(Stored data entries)
┌────────

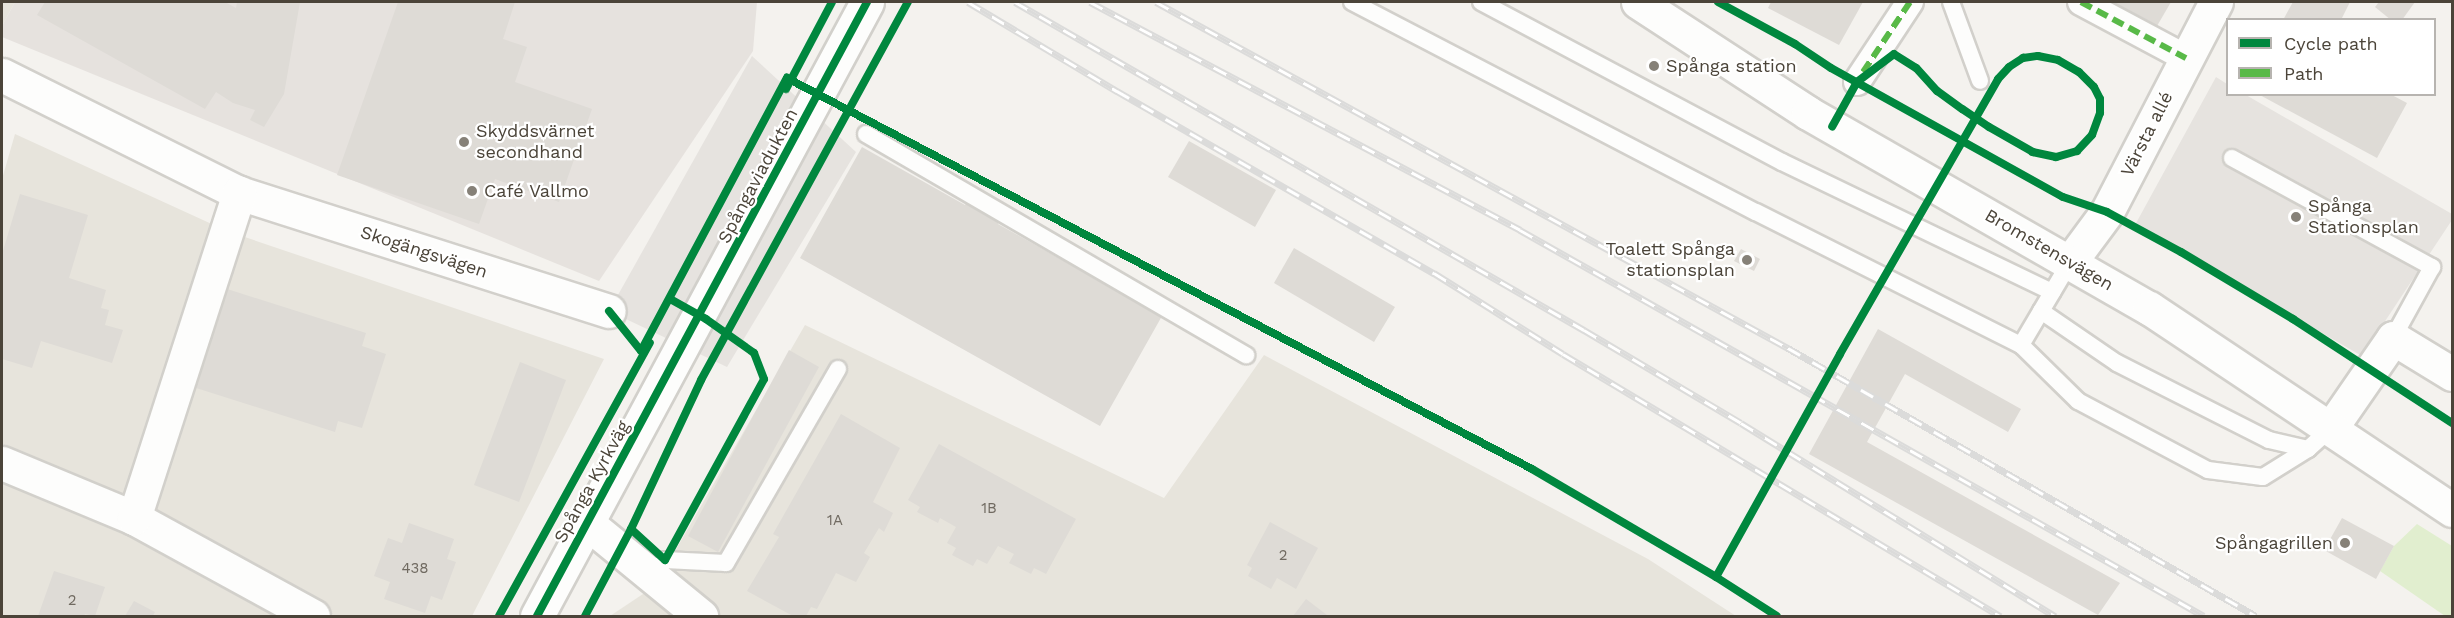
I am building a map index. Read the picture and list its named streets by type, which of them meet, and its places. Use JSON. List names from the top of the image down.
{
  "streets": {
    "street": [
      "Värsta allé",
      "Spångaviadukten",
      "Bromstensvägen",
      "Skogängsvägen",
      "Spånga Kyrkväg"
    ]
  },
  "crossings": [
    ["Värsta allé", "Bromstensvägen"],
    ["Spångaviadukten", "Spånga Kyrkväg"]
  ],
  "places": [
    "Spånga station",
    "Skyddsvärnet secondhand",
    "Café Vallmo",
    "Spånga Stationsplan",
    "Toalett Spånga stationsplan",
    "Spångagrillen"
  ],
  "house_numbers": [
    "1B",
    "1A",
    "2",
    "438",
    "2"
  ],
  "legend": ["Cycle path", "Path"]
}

└────────

**EXERCISE REQUIREMENTS:**
The data above must be given back verbatim, minus its images.

**WRITTEN RESPONSE:**
I am building a map index. Read the picture and list its named streets by type, which of them meet, and its places. Use JSON. List names from the top of the image down.
{
  "streets": {
    "street": [
      "Värsta allé",
      "Spångaviadukten",
      "Bromstensvägen",
      "Skogängsvägen",
      "Spånga Kyrkväg"
    ]
  },
  "crossings": [
    ["Värsta allé", "Bromstensvägen"],
    ["Spångaviadukten", "Spånga Kyrkväg"]
  ],
  "places": [
    "Spånga station",
    "Skyddsvärnet secondhand",
    "Café Vallmo",
    "Spånga Stationsplan",
    "Toalett Spånga stationsplan",
    "Spångagrillen"
  ],
  "house_numbers": [
    "1B",
    "1A",
    "2",
    "438",
    "2"
  ],
  "legend": ["Cycle path", "Path"]
}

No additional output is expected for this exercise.